Inflammatory storms have been mentioned in many studies, and our study also confirmed the inflammatory response. This study indicated that male patients had higher levels of inflammatory markers (including CRP, SAA, FIB), suggesting that bacterial infection is more common in male patients and might aggravate the disease progression. , The elevated AST and CK levels suggested that it may be related to the tissue damage mediated by virus, and the male response is more severe than female. Although the mean platelet counts in males were significantly lower than those in females, the mean platelet counts in both groups were within the normal range, and the thrombocytopenia ratios were parallel between the two groups; therefore, there was no clinical value in the decrease of platelet count between male and female groups. Correlations between severity of COVID‐19 and underlying disease (CHD, HT, T2DM, respiratory disease, NAFLD) were analyzed in terms of the Spearman correlation coefficient, but weak correlations or no correlation were found between underlying disease and disease severity respectively. This result is different from previous studies, which may be caused by low proportion of patients with underlying diseases or critically ill patients included in our study. After logistic regression analysis between severe and non‐severe cases, we found that age and BMI were independent risk factors, there was a positive correlation between male sex and BMI, which might contribute to the fact that male group had more patients with severe pneumonia and testified the research conclusions of Cai et al and Petrakis et al. , Ttorio Emanuele Bianchi conducted a meta‐analysis and found that low testosterone levels were associated with high levels of adipocytokines and inflammatory responses. Adipose tissue is a source of many inflammatory factors and may contribute to a more severe inflammatory response in elderly male obese patients. In particular, the decrease in testosterone levels in older men and the increase in pro‐inflammatory cytokines in obese patients may be particularly pronounced in older obese men, possibly exacerbating COVID‐19 progression.

There were several limitations in the current study. First of all, we observed that there was a correlation between obesity and refractory pneumonia. The mechanism of obesity causing refractory pneumonia needs further research in the future. Second, Liu et al reported that the viral load of SARS‐CoV‐2 might be a useful marker for assessing disease severity and prognosis, while the viral load of SARS‐CoV‐2 was not be detected because of the emergency in progress and limited time availability. We will detect the viral load in the samples which are currently retained in the future and produce conclusions regarding to the relationship between viral load and disease characteristics and prognosis. Thirdly, this is a respective study; the findings need to be confirmed by a randomized controlled study in the future.

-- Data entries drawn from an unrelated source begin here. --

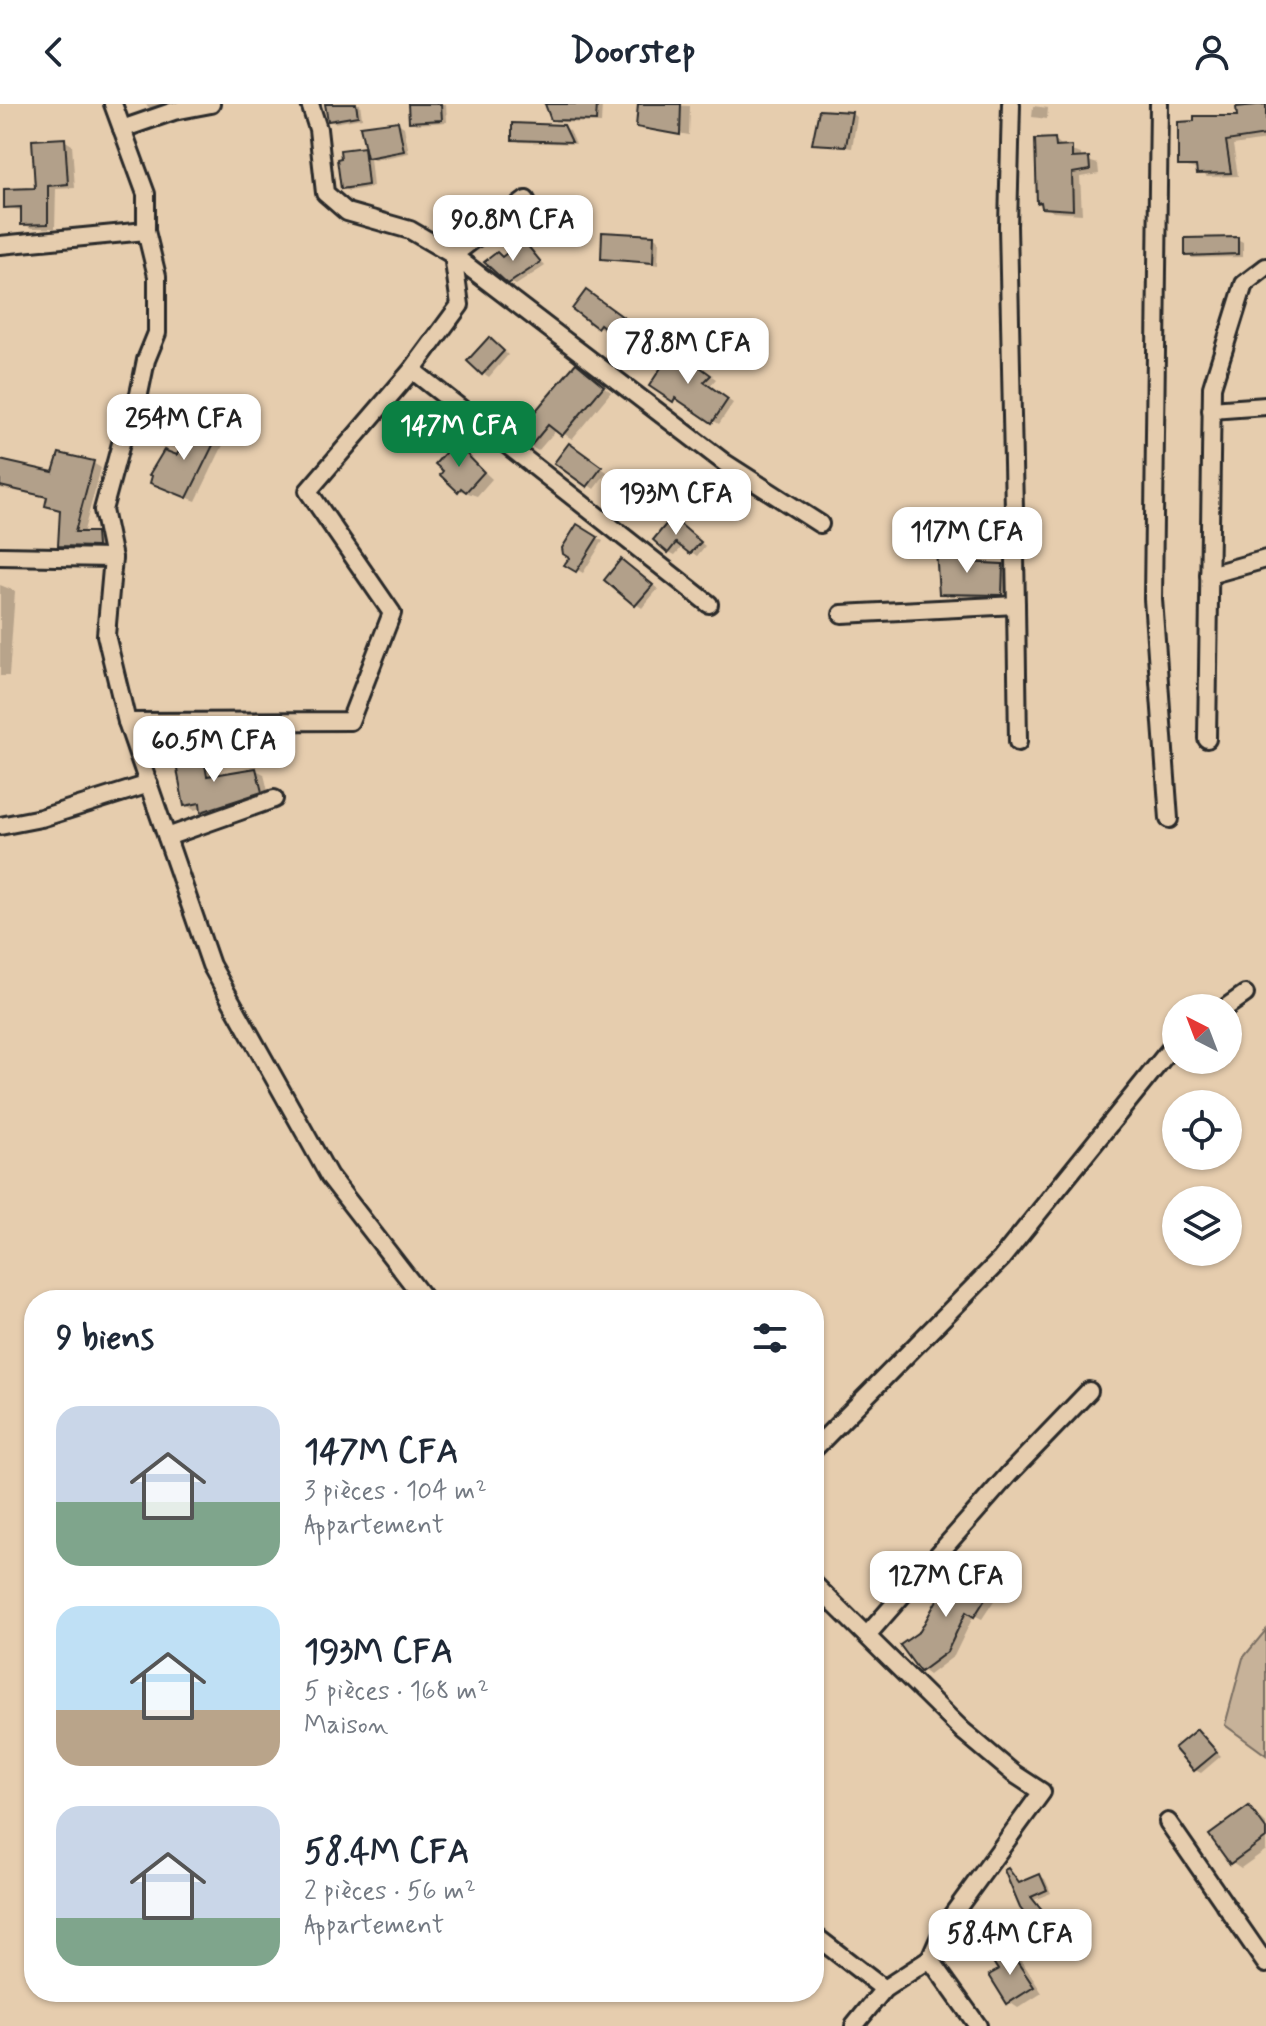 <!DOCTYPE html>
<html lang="fr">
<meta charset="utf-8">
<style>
:root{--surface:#fff;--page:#f2f2f3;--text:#1f2937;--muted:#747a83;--accent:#0b8043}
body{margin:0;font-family:Mynerve,sans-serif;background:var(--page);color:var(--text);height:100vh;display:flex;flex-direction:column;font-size:30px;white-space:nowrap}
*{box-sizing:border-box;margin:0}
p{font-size:26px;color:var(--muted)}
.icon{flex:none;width:44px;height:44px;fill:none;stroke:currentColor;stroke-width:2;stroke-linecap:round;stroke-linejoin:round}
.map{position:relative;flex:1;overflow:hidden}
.sheet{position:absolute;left:24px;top:1186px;width:800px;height:712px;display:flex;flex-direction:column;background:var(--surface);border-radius:32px;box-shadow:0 2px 6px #0004}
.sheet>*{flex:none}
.needle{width:52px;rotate:318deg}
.fabs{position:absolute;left:1162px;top:890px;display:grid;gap:16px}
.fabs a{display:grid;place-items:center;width:80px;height:80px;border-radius:50%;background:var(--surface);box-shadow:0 2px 6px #0004;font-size:40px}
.price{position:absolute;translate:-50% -68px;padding:0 18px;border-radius:16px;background:#fff;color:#222;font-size:26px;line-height:52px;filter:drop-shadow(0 2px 4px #0008)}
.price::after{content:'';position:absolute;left:50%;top:48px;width:24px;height:18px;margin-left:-12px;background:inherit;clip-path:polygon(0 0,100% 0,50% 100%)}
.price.on{background:var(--accent);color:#fff}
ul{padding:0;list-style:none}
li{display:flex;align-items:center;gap:24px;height:200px;padding:0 32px}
li span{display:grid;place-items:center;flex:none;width:224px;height:160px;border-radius:24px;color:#555}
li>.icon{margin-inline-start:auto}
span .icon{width:96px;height:96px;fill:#fffc;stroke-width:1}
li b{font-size:34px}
h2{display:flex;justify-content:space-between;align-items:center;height:96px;padding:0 32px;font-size:34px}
header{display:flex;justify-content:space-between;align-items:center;height:104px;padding:0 32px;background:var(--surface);font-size:36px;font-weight:700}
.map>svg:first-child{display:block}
.green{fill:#c7b299;stroke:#796e62;stroke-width:2}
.shadow{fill:#0003}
.building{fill:#b2a08a;stroke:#2b2b2b;stroke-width:2}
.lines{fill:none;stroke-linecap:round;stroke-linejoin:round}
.minor-casing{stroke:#2b2b2b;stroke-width:22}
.minor{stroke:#e6cdae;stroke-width:16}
</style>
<header><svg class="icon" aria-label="back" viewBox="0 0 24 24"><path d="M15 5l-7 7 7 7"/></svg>Doorstep<svg class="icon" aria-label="person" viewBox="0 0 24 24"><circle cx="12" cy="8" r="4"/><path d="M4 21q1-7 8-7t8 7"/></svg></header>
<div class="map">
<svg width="1266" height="1922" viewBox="0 0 1266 1922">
<rect width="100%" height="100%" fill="#e6cdae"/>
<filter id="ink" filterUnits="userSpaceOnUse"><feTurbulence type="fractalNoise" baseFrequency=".0125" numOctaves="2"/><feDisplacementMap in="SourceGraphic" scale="16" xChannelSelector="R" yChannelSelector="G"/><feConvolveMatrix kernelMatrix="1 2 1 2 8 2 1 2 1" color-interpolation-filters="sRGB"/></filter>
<g filter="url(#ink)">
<polygon class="green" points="1266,1526 1266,1651 1225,1621 1243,1554"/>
<g class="shadow">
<polygon points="145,0 170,0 151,5"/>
<polygon points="327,0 360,0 362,14 334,19 329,16"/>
<polygon points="410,0 446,0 447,18 417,20 411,17"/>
<polygon points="546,0 602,0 601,19 556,18 550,14"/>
<polygon points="640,0 690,2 689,31 645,23 645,26 638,22"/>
<polygon points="1253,0 1266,0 1266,36 1233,41 1238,72 1207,73 1199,66 1180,61"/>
<polygon points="1033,2 1048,4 1047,15 1032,13"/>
<polygon points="851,10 857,13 852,44 814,39"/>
<polygon points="398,19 404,23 409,49 374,56 370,54 373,83 348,87 342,83 363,45 368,48"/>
<polygon points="564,23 570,27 576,40 520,38 514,35"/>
<polygon points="64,36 72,41 75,84 56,85 55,124 31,124 23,119 23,107 6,103 37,86"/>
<polygon points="1055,36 1064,45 1081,50 1081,55 1098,60 1099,70 1080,73 1082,110 1053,108 1039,97"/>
<polygon points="654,133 659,136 658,161 603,154"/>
<polygon points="1237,135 1243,138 1243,153 1193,154 1187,151"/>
<polygon points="523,138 545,162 516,181 510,178"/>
<polygon points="592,192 642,229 633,241 607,222 604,226 598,222"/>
<polygon points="495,239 508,251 489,273 483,269"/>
<polygon points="680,250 716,275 709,283 733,299 719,320 652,282"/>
<polygon points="584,267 611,288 572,335 557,325 538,347 530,342 534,312"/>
<polygon points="218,331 226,335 196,397 160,383 178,354"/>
<polygon points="455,340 492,375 477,392 459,386"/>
<polygon points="575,345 607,368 594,385 557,358"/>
<polygon points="0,359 55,371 93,359 101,364 83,430 104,435 104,446 68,445 60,441 62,407 47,401 49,394 0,384"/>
<polygon points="678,419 705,442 697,452 683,442 675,451 669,448"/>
<polygon points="578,423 603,437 583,469 567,460"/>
<polygon points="964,447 970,451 969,461 1009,465 1008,493 947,492 941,489"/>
<polygon points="628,461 658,485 642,504 636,500"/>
<polygon points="0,481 15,487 9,572 0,572"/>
<polygon points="202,652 210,656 213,673 256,666 264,670 269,692 211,711 202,704 194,706 186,701"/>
<polygon points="956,1466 997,1492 982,1515 974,1511 954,1552 929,1571 922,1566 921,1528"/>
<polygon points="1197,1627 1221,1652 1201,1669 1195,1666"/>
<polygon points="1249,1704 1266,1720 1266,1746 1241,1764 1232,1758"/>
<polygon points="1008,1766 1021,1780 1040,1772 1045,1775 1051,1789 1034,1796 1052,1818 1043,1825 1038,1822"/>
<polygon points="1008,1846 1018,1851 1042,1889 1018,1904 1009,1898 1001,1866"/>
</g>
<g class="building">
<polygon points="325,0 356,0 358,12 328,17"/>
<polygon points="408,0 441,0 442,16 409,18"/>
<polygon points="545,0 597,0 596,17 551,16"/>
<polygon points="638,0 681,0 680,31 636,23"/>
<polygon points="1266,0 1266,31 1226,37 1231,69 1197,70 1196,62 1178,62 1178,18 1194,17 1194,12 1237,12 1236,3"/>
<polygon points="819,6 852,8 846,42 812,40"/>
<polygon points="398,17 404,47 367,54 360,22"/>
<polygon points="512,19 564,21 572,38 512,36"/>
<polygon points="65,34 68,80 48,82 48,120 21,121 21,103 4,104 4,85 35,84 32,36"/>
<polygon points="1055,34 1056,43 1072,42 1072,54 1089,53 1090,66 1072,69 1073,106 1042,104 1041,98 1037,99 1035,35"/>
<polygon points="364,43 368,81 341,85 337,55 341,54 340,46"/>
<polygon points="602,128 654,131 653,159 601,155"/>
<polygon points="1238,133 1238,150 1185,152 1185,134"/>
<polygon points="523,136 541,158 508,180 484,158 497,148 502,153"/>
<polygon points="586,186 638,224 626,240 600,220 597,224 572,205"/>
<polygon points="489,233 504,247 482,271 467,257"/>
<polygon points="674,244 711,271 704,278 728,295 712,319 675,294 673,298 649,282"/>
<polygon points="576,259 604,282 562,332 548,321 529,344 505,324 523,302 533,310"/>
<polygon points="193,317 219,329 187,394 150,379 152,372 149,371 164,346 177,351"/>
<polygon points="455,338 484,368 466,388 461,384 458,388 440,371 443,367 435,360"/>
<polygon points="569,339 602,363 587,383 554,359"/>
<polygon points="59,349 94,357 75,428 96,428 97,443 58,442 60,406 45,402 47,393 0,382 0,356 53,368"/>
<polygon points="672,413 701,438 690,450 676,439 668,449 653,436"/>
<polygon points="577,420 598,433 576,468 564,461 569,454 563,450 562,444"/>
<polygon points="964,445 964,458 1003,460 1002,491 939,490 936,446"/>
<polygon points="621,455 653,481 635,502 604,476"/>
<polygon points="203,650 207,672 256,664 262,688 201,708 200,699 184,702 175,655"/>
<polygon points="955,1463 991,1486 974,1513 966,1508 947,1548 920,1568 900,1541 920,1527"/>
<polygon points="1197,1625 1217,1648 1194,1667 1174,1644"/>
<polygon points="1249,1702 1266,1725 1266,1734 1230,1760 1209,1731"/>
<polygon points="1008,1764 1019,1779 1040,1770 1047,1786 1031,1793 1048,1814 1036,1824 1020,1804 1004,1766"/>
<polygon points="1008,1844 1034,1883 1007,1900 989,1871 998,1866 991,1855"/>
</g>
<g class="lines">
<g class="minor-casing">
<g id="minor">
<polyline points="113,0 146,90 146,127 157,172 157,229 146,256 139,290 123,332 103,406 113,454 106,531 127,618 211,861 329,1072 425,1196"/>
<polyline points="310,0 318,25 325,89 347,108 410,126 453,151 526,96"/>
<polyline points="1159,0 1153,495 1169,715"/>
<polyline points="122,25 174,7 211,0"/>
<polyline points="0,141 146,127"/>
<polyline points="412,266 709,500"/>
<polyline points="1211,306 1266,302"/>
<polyline points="0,452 113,454"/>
<polyline points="1209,471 1266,455"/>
<polyline points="1016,501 1018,638"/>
<polyline points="842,510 1016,501 1008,122 1011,0"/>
<polyline points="127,618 350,617 392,509 308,387 412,266 460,201 453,151 725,359 820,420"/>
<polyline points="1207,635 1212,283 1244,180 1266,163"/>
<polyline points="0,722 41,714 149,680"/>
<polyline points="167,733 274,695"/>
<polyline points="1225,904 1245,890"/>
<polyline points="814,1345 1001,1155 1176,938"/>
<polyline points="814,1480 963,1627 1013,1669 1042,1688 945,1821 930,1855 978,1922"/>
<polyline points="868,1530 1009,1370 1089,1287"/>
<polyline points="1168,1718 1266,1860"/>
<polyline points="814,1831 884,1885"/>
<polyline points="854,1922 884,1885 930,1855"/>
</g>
</g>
<use href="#minor" class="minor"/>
</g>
</g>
</svg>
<div class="fabs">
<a><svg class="needle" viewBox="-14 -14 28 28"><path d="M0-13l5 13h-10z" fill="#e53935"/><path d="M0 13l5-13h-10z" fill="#747a83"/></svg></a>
<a><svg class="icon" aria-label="locate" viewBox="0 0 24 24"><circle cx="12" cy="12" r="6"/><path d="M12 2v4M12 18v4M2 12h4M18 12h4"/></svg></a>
<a><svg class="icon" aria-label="layers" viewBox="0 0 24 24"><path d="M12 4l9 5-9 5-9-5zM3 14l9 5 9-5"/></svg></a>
</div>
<b class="price" style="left:513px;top:159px">90.8M CFA</b>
<b class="price" style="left:688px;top:282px">78.8M CFA</b>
<b class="price" style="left:184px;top:358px">254M CFA</b>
<b class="price on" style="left:459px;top:365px">147M CFA</b>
<b class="price" style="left:676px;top:433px">193M CFA</b>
<b class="price" style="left:967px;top:471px">117M CFA</b>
<b class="price" style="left:214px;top:680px">60.5M CFA</b>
<b class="price" style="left:946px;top:1515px">127M CFA</b>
<b class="price" style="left:1010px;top:1873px">58.4M CFA</b>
<section class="sheet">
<h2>9 biens<svg class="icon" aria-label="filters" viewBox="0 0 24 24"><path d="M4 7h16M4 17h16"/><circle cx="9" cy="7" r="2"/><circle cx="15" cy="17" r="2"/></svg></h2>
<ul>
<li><span style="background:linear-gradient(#c9d6e8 60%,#7fa58c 0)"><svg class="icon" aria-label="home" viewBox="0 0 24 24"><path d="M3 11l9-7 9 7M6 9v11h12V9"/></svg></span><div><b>147M CFA</b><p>3 pièces · 104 m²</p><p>Appartement</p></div></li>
<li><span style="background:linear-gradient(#bfe0f5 65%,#b9a48a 0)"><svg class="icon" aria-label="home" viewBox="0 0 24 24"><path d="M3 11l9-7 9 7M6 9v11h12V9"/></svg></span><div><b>193M CFA</b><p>5 pièces · 168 m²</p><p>Maison</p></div></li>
<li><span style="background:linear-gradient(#c9d6e8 70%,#7fa58c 0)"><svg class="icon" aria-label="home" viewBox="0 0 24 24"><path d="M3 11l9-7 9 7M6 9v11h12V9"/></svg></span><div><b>58.4M CFA</b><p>2 pièces · 56 m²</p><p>Appartement</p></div></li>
</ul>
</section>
</div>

In this single‐center case series study, we found that age and BMI were associated with disease severity of hospitalized COVID‐19 patients in Beijing even after adjusting for other related potential confounders. Males with COVID‐19 usually had more respiratory symptoms and abnormal laboratory results, such as CRP, FIB, AST, and CK than females while they were less aware of care‐seeking than females. The findings of the current study showed that SARS‐CoV‐2 was more likely to affect older males with comorbidities. Further researches are still needed to explain the exact relationships between BMI and the severity of COVID‐19 in male patients.

CONFLICT OF INTEREST

Authors have no conflict of interests.

ETHICS APPROVAL AND CONSENT TO PARTICIPATE

This study was performed after approval by the Committee for Ethical Affairs of the Beijing Ditan Hospital (DTZZLX‐202009).

AUTHOR CONTRIBUTIONS

Jing‐Jing Wang, Yun‐Juan Su, and Wen Xie conceived and designed the study. Jing‐Jing Wang, Qi Wang, and Ai‐Bin Wang extracted information and analyzed the data. Jing‐Jing Wang and Yun‐Juan Su wrote the manuscript. Ying Cao and Rui Ding reviewed the manuscript. All authors reviewed and approved the final version of the manuscript.

AVAILABILITY OF DATA AND MATERIALS

The datasets used and/or analyzed during the current study are available from the corresponding author.